D. Vorrebbe darci dei suggerimenti su come godere delle visite ai musei in qualsiasi luogo possibile? Durante le vacanze di Natale potremmo avere più tempo libero per noi!
SL. Cammina attraverso una galleria locale o museale lentamente, da solo o con un compagno fidato. Fermati, osserva, ascolta, percepisci. Prova a connetterti con ciò che trovi bello. Vai a vedere un concerto, magari un corale. Prenditi un po’ di tempo per muovere il tuo corpo o per estrarre materiali artistici e artigianali e lasciati esprimere senza la necessità di fare qualcosa di specifico. Ancora meglio, fai arte con i bambini della tua famiglia. Sono esperti e possono guidarti quando ti senti bloccato. Anche sostenere gli artisti locali è molto bello.
D. Cosa vorrebbe dire ai curanti (medici, infermieri, altri operatori sanitari) sul fatto che le persone hanno bisogno dell’arte per ridurre lo stress e raggiungere un benessere migliore?
SL. Credo che o lo sappiano già e semplicemente non abbiano il tempo o le risorse per utilizzarlo appieno, o non hanno avuto il tempo o il permesso di connettersi con le arti per la propria salute, e li incoraggerei a scoprirlo per loro stessi.

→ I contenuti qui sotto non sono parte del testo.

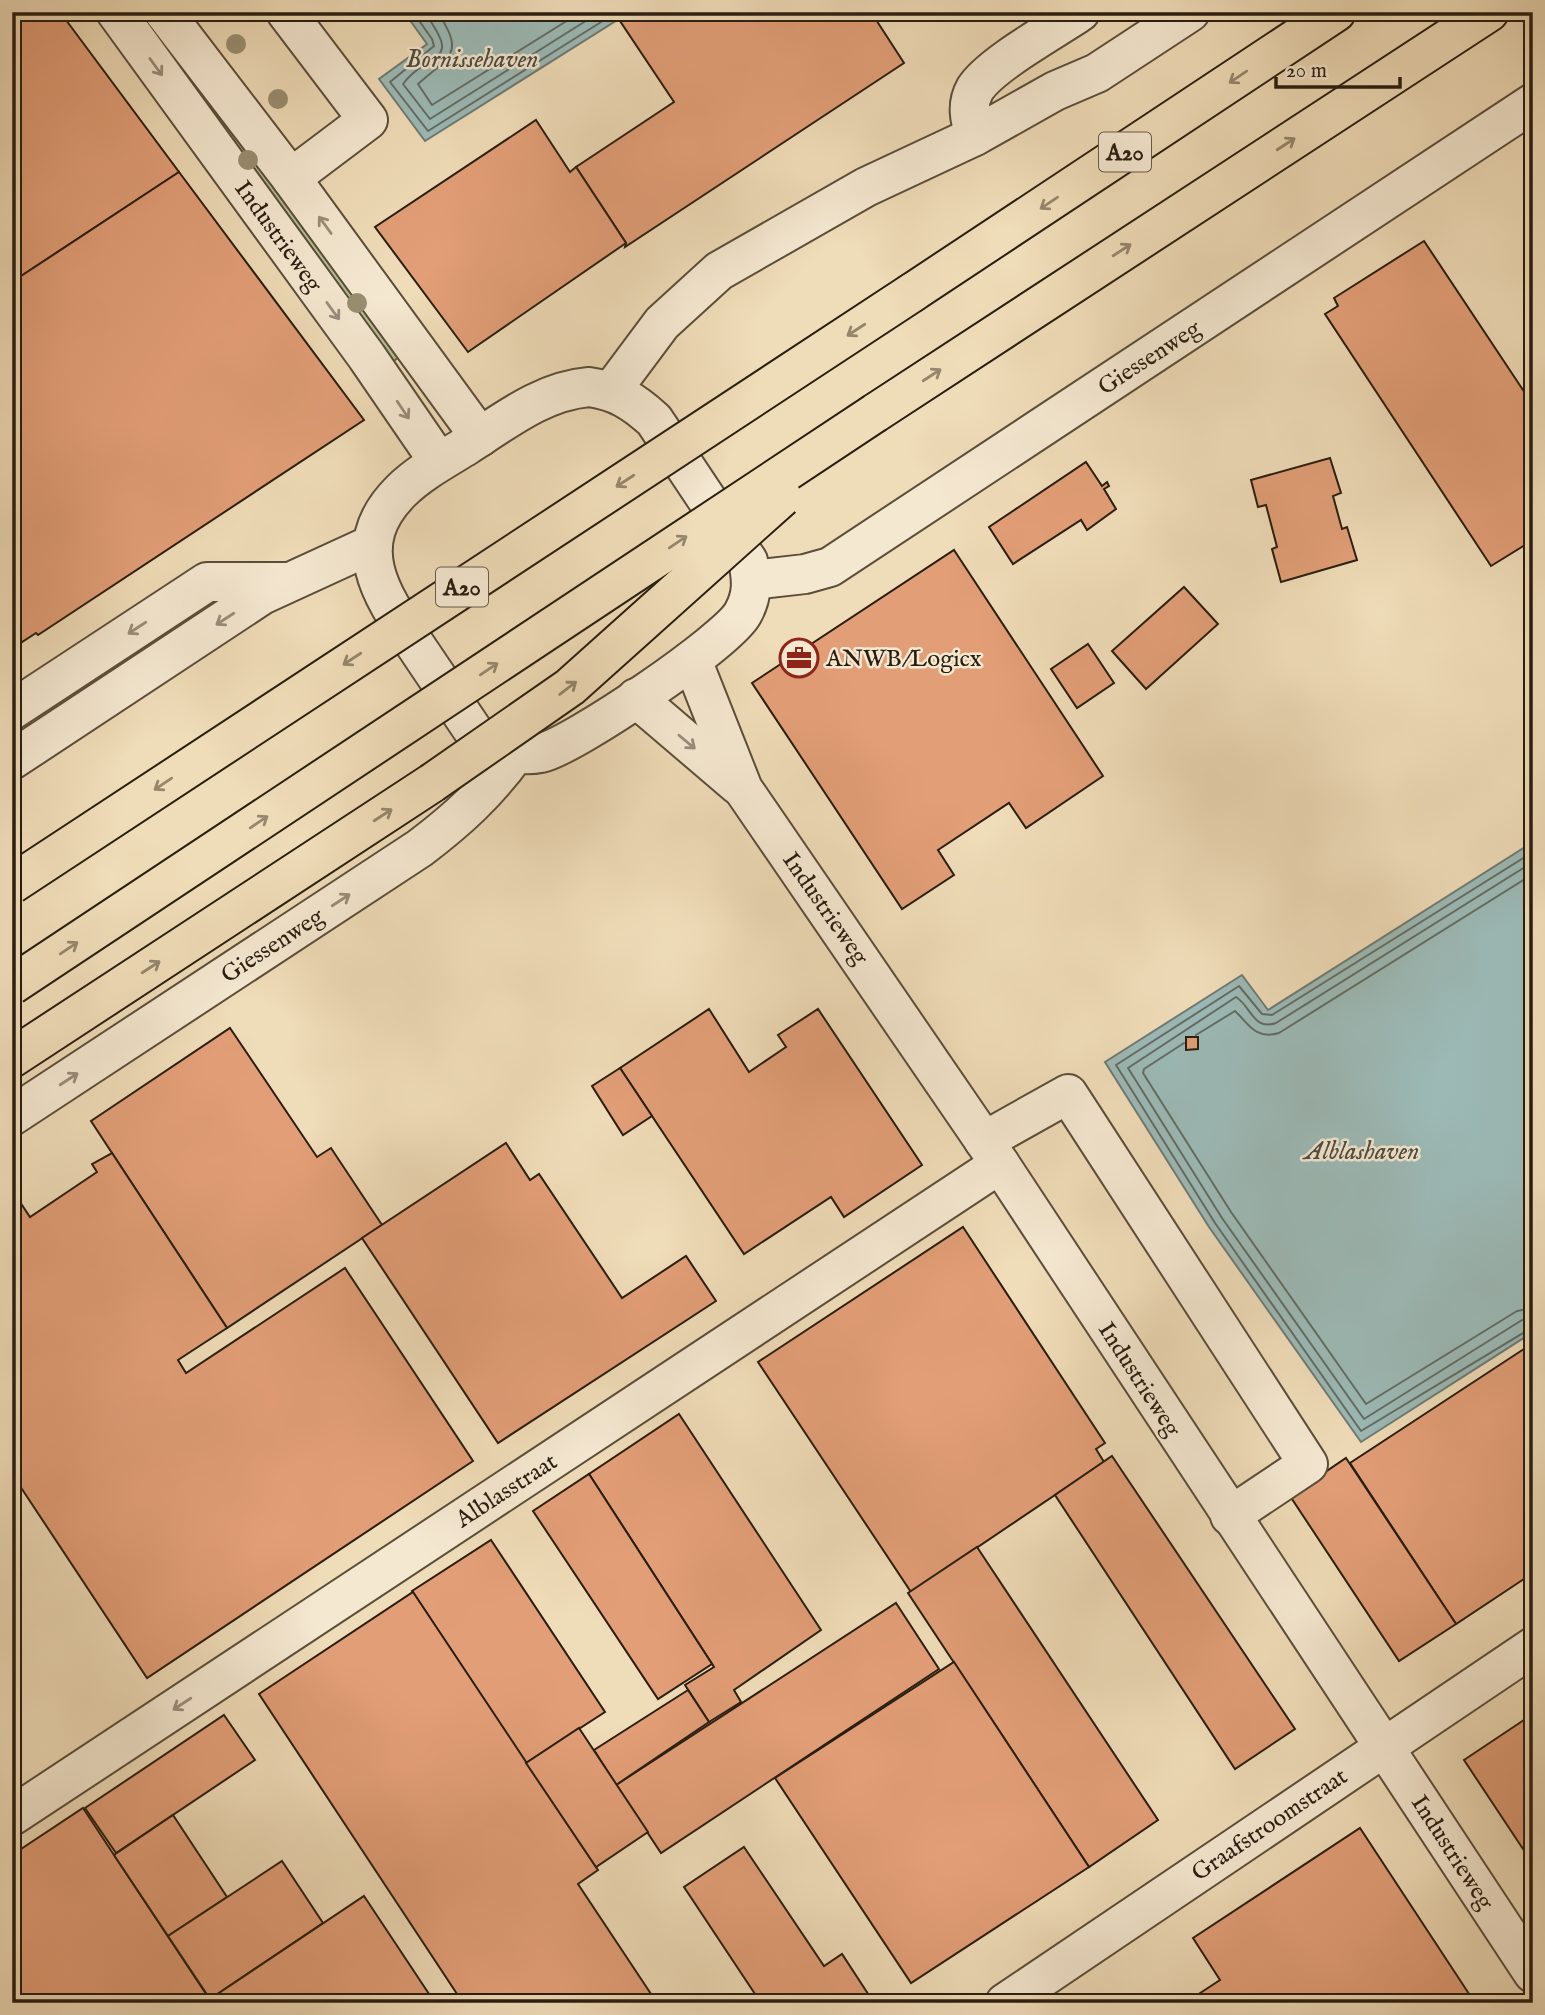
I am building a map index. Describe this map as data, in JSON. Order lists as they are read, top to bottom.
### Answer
{
  "streets": {
    "highway": ["A20"],
    "street": [
      "Industrieweg",
      "Giessenweg",
      "Alblasstraat",
      "Graafstroomstraat"
    ]
  },
  "crossings": [
    ["Industrieweg", "Alblasstraat"],
    ["Industrieweg", "Graafstroomstraat"]
  ],
  "one_way": ["Alblasstraat"],
  "water": ["Bornissehaven", "Alblashaven"],
  "places": {
    "office": ["ANWB/Logicx"]
  },
  "scale_bar": "20 m"
}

D. Cosa vorrebbe dire ai direttori del museo e allo staff di un museo, per promuovere la promozione di un museo vivo, pieno di vitalità che può diventare una drammatica risorsa terapeutica?
SL. Vorrei dire che ci sono molto probabilmente elementi già vivi nei loro musei che possono essere nutriti o scoperti. Si nascondono spesso in un gruppo scolastico, una visita specializzata o persino nelle contemplazioni solitarie del visitatore del museo. Ci sono così tanti esempi in tutto il mondo! Possiamo permetterci di sognare in grande. I musei non smettono di essere musei solo perché possono anche fornire spazio per tregua e cura. Possono anche chiamarmi se vogliono scambiare di più sull’argomento.